The pot people, revved up by a seeming seismic shift in popular attitudes now underway, were also quick on the attack. "Federal statistics released just last week indicate that larger percentages of Americans are using cannabis at the same time that police are arresting a near-record number of Americans for pot-related offenses," said Allen St. Pierre, head of the National Organization for the Reform of Marijuana Laws (NORML). "Present enforcement policies are costing American taxpayers tens of billions of dollars, ruining the lives of hundreds of thousands of Americans, and having no impact on marijuana availability or marijuana use in this country. It is time to end this failed policy and replace prohibition with a policy of marijuana regulation, taxation, and education."
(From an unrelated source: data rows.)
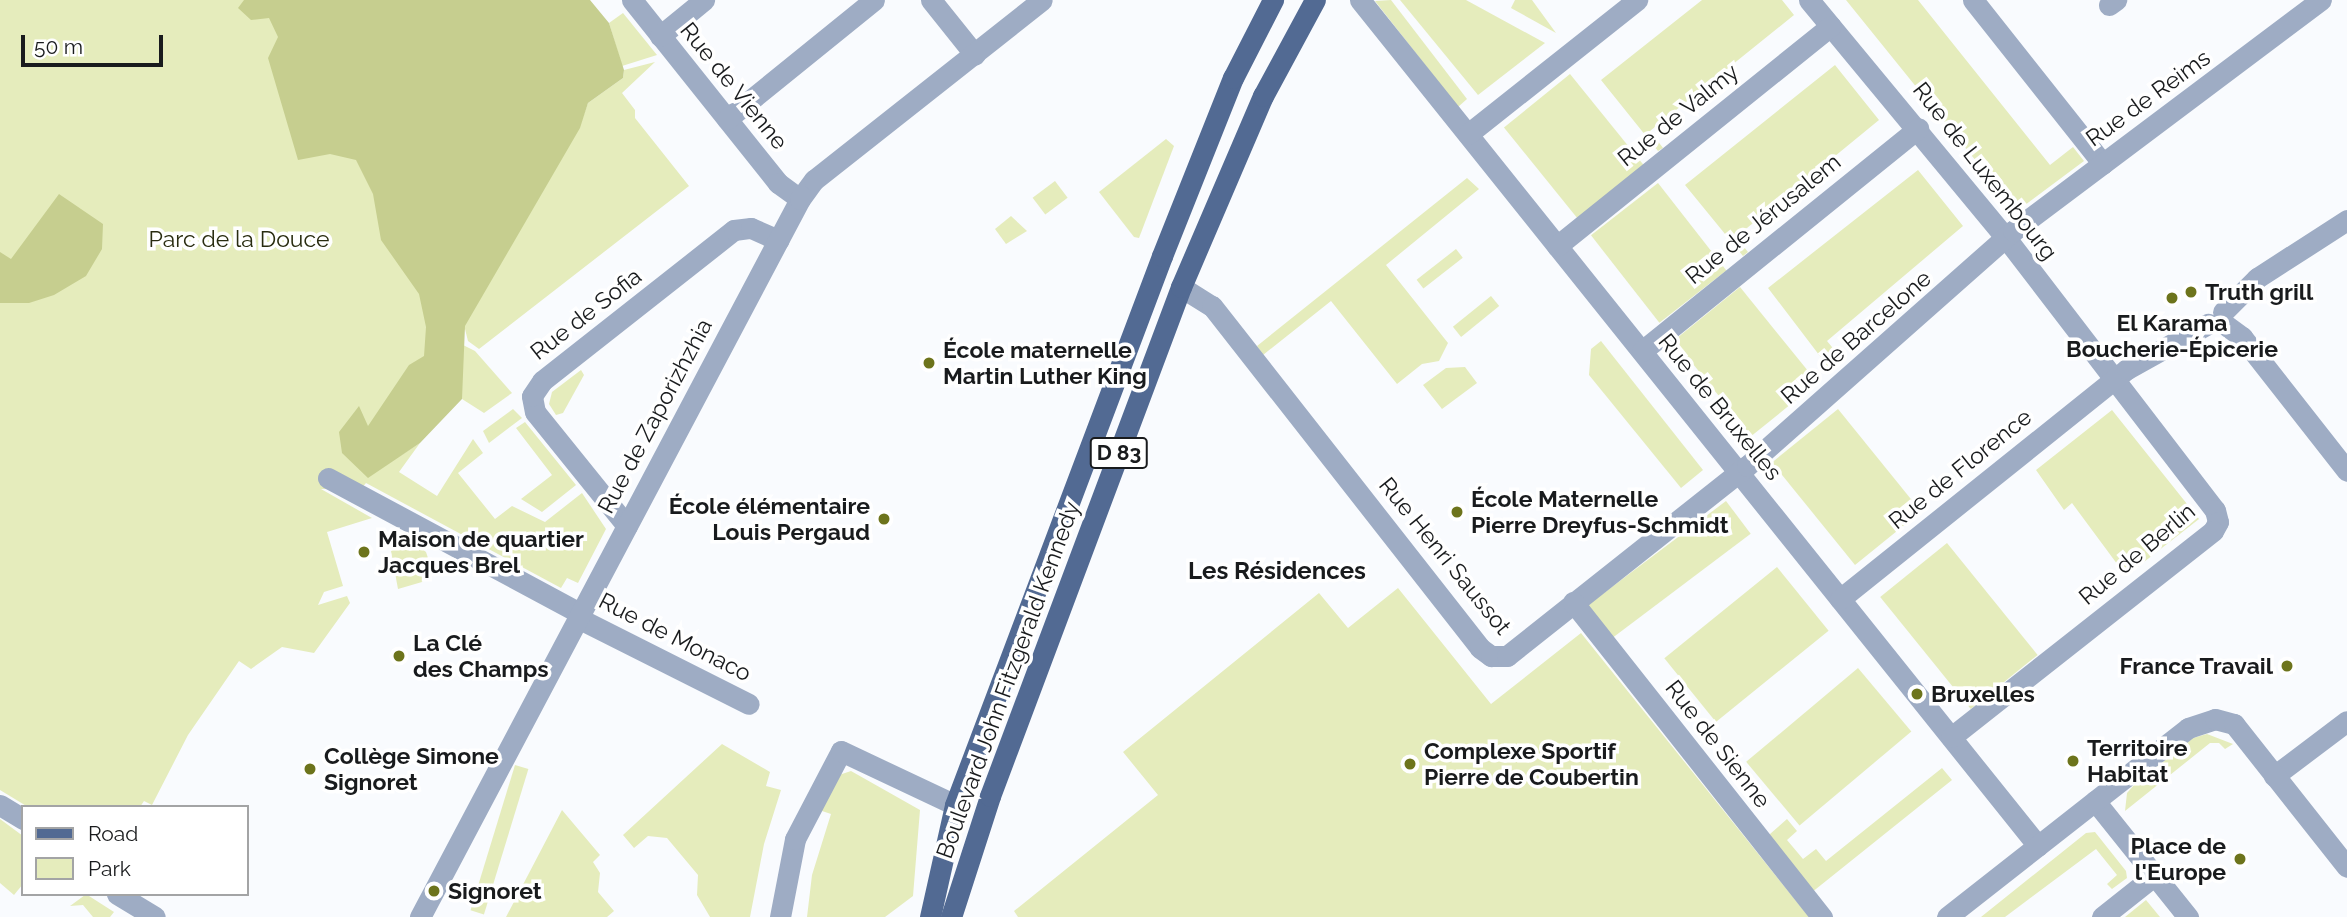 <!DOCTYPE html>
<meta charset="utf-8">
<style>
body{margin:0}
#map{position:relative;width:2347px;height:917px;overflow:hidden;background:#f9fbfe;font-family:Raleway,sans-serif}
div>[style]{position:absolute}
.green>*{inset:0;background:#e5ecbc;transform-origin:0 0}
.forest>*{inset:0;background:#c6ce8f}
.minor>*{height:21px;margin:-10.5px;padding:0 10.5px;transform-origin:10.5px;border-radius:10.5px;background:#9eacc4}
.major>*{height:21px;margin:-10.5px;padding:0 10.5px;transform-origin:10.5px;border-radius:10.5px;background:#526a93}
.dots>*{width:19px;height:19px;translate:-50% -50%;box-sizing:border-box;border:4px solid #fff;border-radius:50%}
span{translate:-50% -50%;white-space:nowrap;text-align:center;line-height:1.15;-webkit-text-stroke:7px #fff;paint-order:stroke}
.shield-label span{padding:2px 5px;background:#fff;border:2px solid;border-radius:5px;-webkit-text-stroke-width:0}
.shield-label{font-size:21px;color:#191b1d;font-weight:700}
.street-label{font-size:23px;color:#191b1d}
.park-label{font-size:23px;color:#292c10}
.poi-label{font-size:23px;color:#191b1d;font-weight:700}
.left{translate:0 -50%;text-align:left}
.right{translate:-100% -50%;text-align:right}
.neighbourhood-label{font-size:24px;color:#191b1d;font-weight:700}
.legend{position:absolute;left:21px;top:805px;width:228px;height:91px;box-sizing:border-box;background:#fff;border:2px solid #a3a4a5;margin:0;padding:9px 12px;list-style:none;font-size:21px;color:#191b1d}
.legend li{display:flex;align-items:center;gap:14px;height:35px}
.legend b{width:35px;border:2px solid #a3a4a5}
.scale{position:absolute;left:21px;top:35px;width:142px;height:32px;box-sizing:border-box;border:4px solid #191b1d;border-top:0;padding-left:9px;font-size:21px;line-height:24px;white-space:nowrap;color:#191b1d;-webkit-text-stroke:5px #fff;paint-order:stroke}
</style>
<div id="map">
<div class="green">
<i style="clip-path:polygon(0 0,562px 0,579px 128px,588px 103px,623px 78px,624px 70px,655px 62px,622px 93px,635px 110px,635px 118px,689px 186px,479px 349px,468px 341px,465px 329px,369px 476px,420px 443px,399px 472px,437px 496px,473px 439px,483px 453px,458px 473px,495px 519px,512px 506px,545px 522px,582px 493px,606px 529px,578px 583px,567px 578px,561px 588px,366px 483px,361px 489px,321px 489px,372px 518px,327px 532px,343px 586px,324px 592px,318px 605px,347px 596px,350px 603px,314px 653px,282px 647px,251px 669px,239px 661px,188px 735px,152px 805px,144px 801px,140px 807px,28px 807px,0 790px)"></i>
<i style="clip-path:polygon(1391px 0,1467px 99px,1458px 107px,1375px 1px)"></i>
<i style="clip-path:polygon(1400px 0,1466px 0,1545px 43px,1478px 95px)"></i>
<i style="clip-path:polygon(1515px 0,1532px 0,1556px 33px,1511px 8px)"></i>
<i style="clip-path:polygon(1702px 0,1782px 0,1794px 15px,1650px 131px,1663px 148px,1658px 151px,1601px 80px)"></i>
<i style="clip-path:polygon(1846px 0,1918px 0,2050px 165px,2073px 147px,2084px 161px,2021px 208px,2014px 208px)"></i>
<i style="clip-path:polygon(623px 13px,657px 55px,622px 66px,609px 23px)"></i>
<i style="clip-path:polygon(1835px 65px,1879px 120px,1736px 237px,1748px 252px,1743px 256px,1685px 185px)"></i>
<i style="left:1570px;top:74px;width:117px;height:85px;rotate:51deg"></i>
<i style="clip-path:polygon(1166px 139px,1174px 146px,1139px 238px,1134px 237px,1099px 192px)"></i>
<i style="clip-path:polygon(1918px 170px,1963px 226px,1827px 341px,1841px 358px,1829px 368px,1768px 288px)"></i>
<i style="clip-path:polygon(1467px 178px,1479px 189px,1386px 265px,1448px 343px,1439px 361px,1422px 364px,1397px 384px,1331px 301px,1263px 355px,1257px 346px)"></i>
<i style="left:1055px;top:181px;width:21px;height:28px;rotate:53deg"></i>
<i style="left:1658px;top:183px;width:111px;height:85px;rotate:52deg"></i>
<i style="clip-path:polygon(1011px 216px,1027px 231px,1006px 244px,995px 229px)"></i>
<i style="left:1456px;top:249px;width:11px;height:50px;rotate:52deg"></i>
<i style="left:1740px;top:287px;width:123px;height:85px;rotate:51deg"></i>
<i style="left:1491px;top:296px;width:13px;height:49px;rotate:51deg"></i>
<i style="clip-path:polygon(1601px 341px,1703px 470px,1681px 488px,1589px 375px,1591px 349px)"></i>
<i style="clip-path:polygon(461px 344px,475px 351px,512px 393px,484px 413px,462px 399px)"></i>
<i style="clip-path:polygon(1465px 367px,1477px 383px,1442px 409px,1423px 385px,1446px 368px)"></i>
<i style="clip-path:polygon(581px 370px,584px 375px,563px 413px,556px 415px,549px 404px,552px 392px)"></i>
<i style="clip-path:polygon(513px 409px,522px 418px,489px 443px,483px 431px)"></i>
<i style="left:1838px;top:409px;width:132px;height:85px;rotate:51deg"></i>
<i style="clip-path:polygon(2112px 410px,2199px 519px,2126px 576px,2072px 503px,2064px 510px,2036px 470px)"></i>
<i style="clip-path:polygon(525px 422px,576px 485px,542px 512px,521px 499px,552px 475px,516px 428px)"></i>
<i style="left:1726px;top:501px;width:41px;height:177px;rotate:53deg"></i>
<i style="clip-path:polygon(410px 540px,426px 552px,431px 567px,422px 582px,398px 589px,391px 551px)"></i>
<i style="left:1947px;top:543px;width:144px;height:86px;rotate:51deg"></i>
<i style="left:1777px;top:567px;width:82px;height:145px;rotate:51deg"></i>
<i style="clip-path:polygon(1398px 588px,1491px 704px,1581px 633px,1809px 917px,1018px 917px,1014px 911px,1158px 795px,1123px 752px,1319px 593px,1348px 628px)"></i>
<i style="left:1858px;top:668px;width:83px;height:146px;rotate:50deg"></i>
<i style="clip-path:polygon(2207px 734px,2233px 744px,2225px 749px,2219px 743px,2210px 743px,2125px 811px,2127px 793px,2135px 784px,2193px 738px)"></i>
<i style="clip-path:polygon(722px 744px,770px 772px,766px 786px,781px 790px,764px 844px,750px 917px,710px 917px,697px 895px,698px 875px,667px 838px,648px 836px,634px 848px,623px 835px)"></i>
<i style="left:515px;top:765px;width:14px;height:152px;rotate:17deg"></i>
<i style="clip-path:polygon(1942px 768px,1952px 780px,1811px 893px,1770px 840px,1770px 834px,1787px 819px,1797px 831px,1787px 840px,1803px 859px,1816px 849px,1826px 861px)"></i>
<i style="clip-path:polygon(851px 771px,920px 810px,913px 896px,885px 917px,807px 917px,812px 875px,831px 814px,819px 810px,836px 776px)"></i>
<i style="clip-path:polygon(562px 810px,600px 855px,593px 862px,600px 873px,598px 892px,614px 911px,607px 917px,506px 917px)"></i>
<i style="clip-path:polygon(0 819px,23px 836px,23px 884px,14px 895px,0 883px)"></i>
<i style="clip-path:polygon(2095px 832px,2126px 871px,2127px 878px,2112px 889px,2107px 884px,2117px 875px,2096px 849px,2005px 917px,1981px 917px,2086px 833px)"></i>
<i style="clip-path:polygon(85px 895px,89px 896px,114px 912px,110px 917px,93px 917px,83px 905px,70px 906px)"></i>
<i style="clip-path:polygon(2146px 900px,2160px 917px,2125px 917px)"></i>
</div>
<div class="forest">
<i style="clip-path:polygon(244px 0,590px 0,609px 23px,624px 70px,623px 78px,588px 103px,580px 128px,465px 326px,462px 399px,420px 443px,368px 478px,342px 453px,339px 432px,359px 406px,368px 426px,409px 365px,424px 356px,426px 327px,419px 294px,381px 240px,373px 194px,356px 160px,330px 154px,298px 160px,268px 58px,278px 37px,269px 18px,251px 20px,238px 8px)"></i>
<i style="clip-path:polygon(59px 194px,103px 224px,102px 249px,86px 276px,54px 295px,29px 303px,0 303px,0 252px,11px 259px)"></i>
</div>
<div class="minor">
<i style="left:632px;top:0;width:234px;rotate:51.4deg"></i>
<i style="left:778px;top:183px;width:27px;rotate:36deg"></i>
<i style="left:931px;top:0;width:70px;rotate:51.3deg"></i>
<i style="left:1360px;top:0;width:1084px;rotate:51.29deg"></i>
<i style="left:1809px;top:0;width:309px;rotate:50.4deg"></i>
<i style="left:2006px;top:238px;width:343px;rotate:52.5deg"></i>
<i style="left:2215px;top:510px;width:12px;rotate:76deg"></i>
<i style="left:2218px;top:522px;width:10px;rotate:119deg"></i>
<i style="left:2213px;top:531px;width:333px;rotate:141.8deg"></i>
<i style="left:1973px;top:0;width:209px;rotate:51.6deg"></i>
<i style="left:2109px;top:5px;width:9px;rotate:-36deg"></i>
<i style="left:660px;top:36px;width:57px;rotate:-39.3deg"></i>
<i style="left:727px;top:119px;width:189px;rotate:-39deg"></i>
<i style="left:1468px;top:134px;width:216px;rotate:-38.4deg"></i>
<i style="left:1557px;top:246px;width:351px;rotate:-38.8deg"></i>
<i style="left:1181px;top:287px;width:36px;rotate:32deg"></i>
<i style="left:1212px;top:306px;width:434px;rotate:51.9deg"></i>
<i style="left:1480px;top:648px;width:14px;rotate:36deg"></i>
<i style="left:1491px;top:656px;width:16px"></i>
<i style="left:1507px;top:656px;width:306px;rotate:-38.4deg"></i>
<i style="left:1747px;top:466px;width:355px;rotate:-41.5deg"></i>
<i style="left:2013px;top:231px;width:385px;rotate:-36.9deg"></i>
<i style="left:2223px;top:312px;width:48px;rotate:-45deg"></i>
<i style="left:2257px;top:278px;width:107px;rotate:-32.8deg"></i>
<i style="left:2227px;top:326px;width:19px;rotate:36deg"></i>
<i style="left:2242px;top:337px;width:170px;rotate:51.9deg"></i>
<i style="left:1642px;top:351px;width:355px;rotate:-38.9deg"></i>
<i style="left:328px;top:478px;width:286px;rotate:28.2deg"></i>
<i style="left:627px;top:526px;width:146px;rotate:-128.9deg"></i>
<i style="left:535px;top:412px;width:16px;rotate:-101deg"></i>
<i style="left:532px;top:396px;width:18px;rotate:-56deg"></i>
<i style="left:542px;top:381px;width:244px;rotate:-38.2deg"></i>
<i style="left:734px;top:230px;width:17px;rotate:-7deg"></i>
<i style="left:751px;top:228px;width:30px;rotate:24deg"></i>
<i style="left:1840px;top:599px;width:368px;rotate:-38.7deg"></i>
<i style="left:2127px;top:369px;width:93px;rotate:-29.1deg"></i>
<i style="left:1573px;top:602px;width:402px;rotate:51.7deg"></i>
<i style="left:578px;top:618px;width:191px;rotate:26.7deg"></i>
<i style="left:2274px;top:776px;width:91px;rotate:-37deg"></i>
<i style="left:2095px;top:801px;width:149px;rotate:51.3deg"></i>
<i style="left:0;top:805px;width:27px;rotate:31deg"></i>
<i style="left:117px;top:894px;width:44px;rotate:31.2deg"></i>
<i style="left:420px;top:917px;width:812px;rotate:-62.11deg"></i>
<i style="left:800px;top:199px;width:24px;rotate:-54deg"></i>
<i style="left:814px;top:180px;width:290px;rotate:-38.3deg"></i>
<i style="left:780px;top:917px;width:79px;rotate:-79.1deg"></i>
<i style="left:795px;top:839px;width:99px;rotate:-62.4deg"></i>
<i style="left:841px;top:751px;width:126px;rotate:25.3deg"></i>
<i style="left:1947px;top:917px;width:306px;rotate:-38.1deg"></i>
<i style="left:2188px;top:728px;width:28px;rotate:-18deg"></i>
<i style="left:2215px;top:719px;width:20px;rotate:15deg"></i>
<i style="left:2234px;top:724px;width:182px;rotate:51.7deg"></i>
<i style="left:2102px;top:917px;width:68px;rotate:-38.4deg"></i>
</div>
<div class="major">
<i style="left:930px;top:917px;width:115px;rotate:-77.4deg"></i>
<i style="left:955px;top:805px;width:587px;rotate:-69.34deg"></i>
<i style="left:1162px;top:256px;width:192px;rotate:-68.3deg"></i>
<i style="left:1233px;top:78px;width:88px;rotate:-62.9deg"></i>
<i style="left:951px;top:917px;width:127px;rotate:-72.1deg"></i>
<i style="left:990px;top:796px;width:544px;rotate:-69.43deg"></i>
<i style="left:1181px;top:287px;width:208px;rotate:-66.8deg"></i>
<i style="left:1263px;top:96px;width:109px;rotate:-61.6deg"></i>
</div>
<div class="dots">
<i style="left:2191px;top:292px;background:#6d741c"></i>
<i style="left:2172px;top:298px;background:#6d741c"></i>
<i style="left:929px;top:363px;background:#6d741c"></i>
<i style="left:1457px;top:512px;background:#6d741c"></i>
<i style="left:884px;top:519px;background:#6d741c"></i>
<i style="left:364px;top:552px;background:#6d741c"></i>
<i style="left:399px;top:656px;background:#6d741c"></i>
<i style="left:2287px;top:666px;background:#6d741c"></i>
<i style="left:1917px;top:694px;background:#6d741c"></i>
<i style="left:2073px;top:761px;background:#6d741c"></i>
<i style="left:1410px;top:764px;background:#6d741c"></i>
<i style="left:310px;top:769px;background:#6d741c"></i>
<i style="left:2240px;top:859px;background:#6d741c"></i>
<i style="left:434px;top:891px;background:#6d741c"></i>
</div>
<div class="shield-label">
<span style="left:1119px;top:453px">D 83</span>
</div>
<div class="street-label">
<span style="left:734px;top:86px;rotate:51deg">Rue de Vienne</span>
<span style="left:2148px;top:98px;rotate:-36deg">Rue de Reims</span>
<span style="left:1678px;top:115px;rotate:-39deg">Rue de Valmy</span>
<span style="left:1985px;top:171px;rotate:52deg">Rue de Luxembourg</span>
<span style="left:1763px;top:219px;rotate:-39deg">Rue de Jérusalem</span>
<span style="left:586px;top:314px;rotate:-38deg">Rue de Sofia</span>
<span style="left:1856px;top:337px;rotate:-41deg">Rue de Barcelone</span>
<span style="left:1720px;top:407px;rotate:51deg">Rue de Bruxelles</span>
<span style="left:655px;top:416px;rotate:-62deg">Rue de Zaporizhzhia</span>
<span style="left:1960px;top:469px;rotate:-39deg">Rue de Florence</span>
<span style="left:2137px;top:554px;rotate:-40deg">Rue de Berlin</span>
<span style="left:1445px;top:556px;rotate:51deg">Rue Henri Saussot</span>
<span style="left:675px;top:637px;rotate:27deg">Rue de Monaco</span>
<span style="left:1008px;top:680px;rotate:-70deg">Boulevard John Fitzgerald Kennedy</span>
<span style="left:1718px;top:744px;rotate:52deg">Rue de Sienne</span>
</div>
<div class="park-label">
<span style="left:239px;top:239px">Parc de la Douce</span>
</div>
<div class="poi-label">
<span class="left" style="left:2205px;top:292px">Truth grill</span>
<span style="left:2172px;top:336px">El Karama<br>Boucherie-Épicerie</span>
<span class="left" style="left:943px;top:363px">École maternelle<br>Martin Luther King</span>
<span class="left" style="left:1471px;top:512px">École Maternelle<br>Pierre Dreyfus-Schmidt</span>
<span class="right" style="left:870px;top:519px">École élémentaire<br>Louis Pergaud</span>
<span class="left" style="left:378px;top:552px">Maison de quartier<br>Jacques Brel</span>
<span class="left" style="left:413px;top:656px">La Clé<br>des Champs</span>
<span class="right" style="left:2273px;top:666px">France Travail</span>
<span class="left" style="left:1931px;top:694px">Bruxelles</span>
<span class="left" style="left:2087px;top:761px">Territoire<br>Habitat</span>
<span class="left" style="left:1424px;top:764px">Complexe Sportif<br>Pierre de Coubertin</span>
<span class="left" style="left:324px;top:769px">Collège Simone<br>Signoret</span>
<span class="right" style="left:2226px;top:859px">Place de<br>l'Europe</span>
<span class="left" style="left:448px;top:891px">Signoret</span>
</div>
<div class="neighbourhood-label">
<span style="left:1277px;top:571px">Les Résidences</span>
</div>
<ul class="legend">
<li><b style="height:9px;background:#526a93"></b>Road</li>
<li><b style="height:19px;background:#e5ecbc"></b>Park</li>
</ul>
<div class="scale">50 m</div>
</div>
"This slight dip in the number of marijuana arrests provides a small amount of relief to the tens of millions of American marijuana consumers who have been under attack by their own government for decades," said Marijuana Policy Project executive director Rob Kampia. "It's time to stop wasting billions of tax dollars criminalizing responsible Americans for using a substance that's safer than alcohol, and to put an end to policies that simply hand this massive consumer market to unregulated criminals."
Do the slight declines in marijuana arrests or overall drug arrests mean that change is around the corner or that policing policies are becoming more enlightened? The answer is "no," said Eric Sterling, head of the Criminal Justice Policy Foundation.
"The declines are so slight as to be almost insignificant," said Sterling. "What we do know is that in various law enforcement agencies around the country, they've been laying off cops. Chiefs have been getting orders from mayors and county executives to cut overtime. There are 10,000 different law enforcement agencies, and they're all facing financial trouble. These kinds of pressures reduce the number of police hours that can be devoted to these kinds of cases," he said.
The small declines in drug arrests do not represent any serious policy change, Sterling said. "If there was any significant change in policies, you wouldn't see a minor dip. If we saw a drop of a third, that would tell us there is a change in policy, but anyone who looks at these numbers and thinks they represent change is grasping at straws."
Drug prohibition mindlessly grinds on, chewing up and spitting out more than a million and a half Americans each year. It may have suffered a few hiccups because of the country's financial woes, but there is as yet no sign that anything has really changed.